Task details. Write down, unchanged, the entries from the first line through the line holding "Map reading. Dump". Include no other line.

Stored data entries.
* * * * * * * * *
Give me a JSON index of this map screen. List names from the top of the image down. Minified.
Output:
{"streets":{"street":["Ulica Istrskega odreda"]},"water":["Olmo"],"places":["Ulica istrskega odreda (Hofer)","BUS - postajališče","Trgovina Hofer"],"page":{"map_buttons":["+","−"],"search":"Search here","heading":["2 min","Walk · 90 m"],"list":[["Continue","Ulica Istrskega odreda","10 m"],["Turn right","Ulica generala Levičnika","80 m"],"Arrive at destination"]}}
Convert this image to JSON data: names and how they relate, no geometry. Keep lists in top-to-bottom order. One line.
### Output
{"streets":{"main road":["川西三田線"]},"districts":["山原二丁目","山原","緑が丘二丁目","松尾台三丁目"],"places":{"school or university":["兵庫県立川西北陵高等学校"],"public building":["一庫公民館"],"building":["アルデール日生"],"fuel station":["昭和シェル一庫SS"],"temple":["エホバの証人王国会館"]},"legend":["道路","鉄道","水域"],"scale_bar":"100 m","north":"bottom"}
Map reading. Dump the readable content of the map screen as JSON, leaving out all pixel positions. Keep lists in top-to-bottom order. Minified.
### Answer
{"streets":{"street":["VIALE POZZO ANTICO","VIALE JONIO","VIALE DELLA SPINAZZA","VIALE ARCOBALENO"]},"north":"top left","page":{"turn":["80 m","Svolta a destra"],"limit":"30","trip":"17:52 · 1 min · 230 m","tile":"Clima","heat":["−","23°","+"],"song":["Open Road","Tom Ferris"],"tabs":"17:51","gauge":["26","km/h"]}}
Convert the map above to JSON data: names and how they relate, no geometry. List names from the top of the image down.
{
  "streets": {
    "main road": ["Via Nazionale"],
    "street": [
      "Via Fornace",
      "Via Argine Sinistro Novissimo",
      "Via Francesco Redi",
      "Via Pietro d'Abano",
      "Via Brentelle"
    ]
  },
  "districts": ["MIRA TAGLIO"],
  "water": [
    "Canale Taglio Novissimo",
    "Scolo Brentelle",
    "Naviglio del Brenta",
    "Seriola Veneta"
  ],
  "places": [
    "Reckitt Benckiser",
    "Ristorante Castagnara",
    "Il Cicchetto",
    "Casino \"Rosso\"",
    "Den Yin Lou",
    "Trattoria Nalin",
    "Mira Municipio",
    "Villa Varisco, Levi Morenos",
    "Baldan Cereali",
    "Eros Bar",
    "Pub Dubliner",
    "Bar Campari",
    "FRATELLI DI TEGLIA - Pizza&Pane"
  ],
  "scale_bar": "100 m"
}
* * * * * * * * *
Task solution.
Give me a JSON index of this map screen. List names from the top of the image down. Minified.
Output:
{"streets":{"street":["Ulica Istrskega odreda"]},"water":["Olmo"],"places":["Ulica istrskega odreda (Hofer)","BUS - postajališče","Trgovina Hofer"],"page":{"map_buttons":["+","−"],"search":"Search here","heading":["2 min","Walk · 90 m"],"list":[["Continue","Ulica Istrskega odreda","10 m"],["Turn right","Ulica generala Levičnika","80 m"],"Arrive at destination"]}}
Convert this image to JSON data: names and how they relate, no geometry. Keep lists in top-to-bottom order. One line.
### Output
{"streets":{"main road":["川西三田線"]},"districts":["山原二丁目","山原","緑が丘二丁目","松尾台三丁目"],"places":{"school or university":["兵庫県立川西北陵高等学校"],"public building":["一庫公民館"],"building":["アルデール日生"],"fuel station":["昭和シェル一庫SS"],"temple":["エホバの証人王国会館"]},"legend":["道路","鉄道","水域"],"scale_bar":"100 m","north":"bottom"}
Map reading. Dump the readable content of the map screen as JSON, leaving out all pixel positions. Keep lists in top-to-bottom order. Minified.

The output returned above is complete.